Human-Machine Interface System

The human-machine interface system 19 is designed to provide designer of voice-based dialog system feedback on what kind of changes the designer can make to improve quality of recognition and thus usability of the system being designed. The feedback is based on the idea.

Claims

1. A system for creating robust voice-based user interface comprising:

an alternative phrase generation module that takes words and phrases present in a human-machine interface and builds a set of words and phrases that convey similar meaning but would be less prone to pronunciation errors and incorrect speech recognition;

a design feedback module that takes into account pronunciation peculiarities and errors of target users and used ASR and provides system designer with recommendations on how to change existing words and phrases nomenclature to a nomenclature that conveys same or similar meaning but would be more reliably recognized by ASR;

a user feedback module that takes into account pronunciation peculiarities and errors of a particular user and provides user with recommendations on how to change the words and phrases user uses in communication with the machine to words and phrases that convey same or similar meaning but would be more reliably recognized by ASR;

a human-machine interface that communicates to designer the recommendations of the design feedback module; and

a human-machine interface that communicates visually or aurally the recommendations of the user feedback module.

2. The system of claim 1 comprising of pronunciation peculiarities and errors repository accessible via internet, wherein different peculiarities and errors characteristic to groups of users are stored corresponding to their types.

3. The system of claim 1, further comprising of a performance repository accessible via the Internet, wherein individual users' mispronunciations and speech peculiarities are stored corresponding to their types.

4. The system of claim 1, further comprising of a phrase similarity repository that contains words and phrases that convey same or similar meaning as the words and phrases in the existing human-machine dialog, but will be more reliably recognized by ASR.

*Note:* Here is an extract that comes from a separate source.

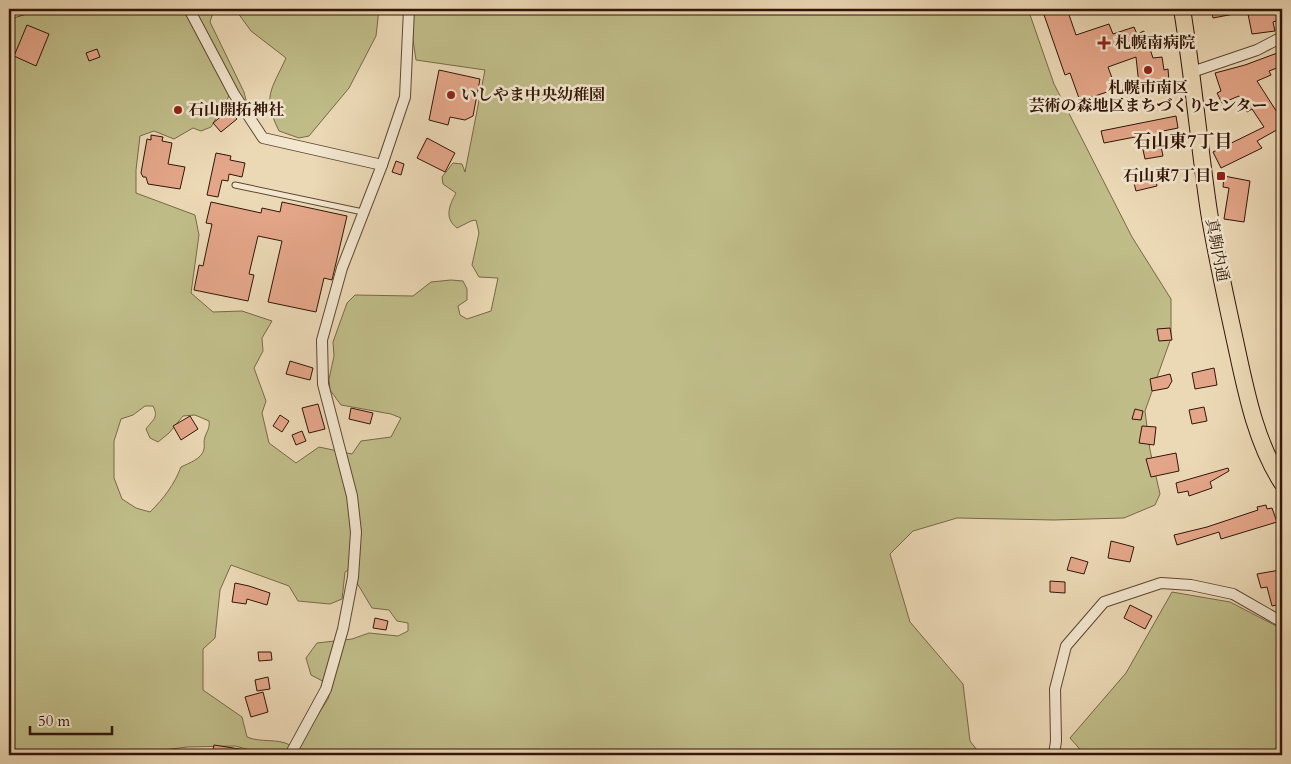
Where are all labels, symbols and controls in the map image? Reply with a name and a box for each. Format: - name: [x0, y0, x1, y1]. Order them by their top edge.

5. The system of claim 1, further comprising of an alternative phrase generation system that builds alternative words and phrases that convey same or similar meaning as the words and phrases in the existing human-machine dialog but will be more reliably recognized by ASR and stores them in a phrase similarity repository accessible via the Internet.

6. The system of claim 1, further comprising of a design feedback module that takes into account pronunciation peculiarities and errors of target users and used ASR and provides system designer with recommendations on how to change existing words and phrases nomenclature to a nomenclature that conveys the same or similar meaning but would be more reliably recognized by ASR;

7. The system of claim 1, further comprising of a user feedback module that takes into account pronunciation peculiarities and errors of this particular user and provides user with recommendations on how to change words and phrases user uses in communication with the machine to words and phrases that convey the same or similar meaning but that would be more reliably recognized by ASR;

8. The system of claim 1 wherein a human-machine interface is configured to operate on a mobile device.

9. A method for creating robust voice-based user interface comprising:

using internet, thesauri and other sources to build alternative words and phrases that convey same or similar meaning to the words and phrases in the existing human-machine dialog but that are more reliably recognized by ASR;

providing guidance to voice-based dialog designer;

building guidance to the user on how to improve the results of speech recognition by changing the words and phrases user uses in communication with the machine to words and phrases that convey the same or similar meaning but that would be more reliably recognized by ASR; and

providing guidance to the user visually or aurally.

10. The method of claim 9, wherein the feedback on improving the results of ASR is provided to the user in real time.

11. The method of claim 9, wherein the communication with the user is performed using a mobile device.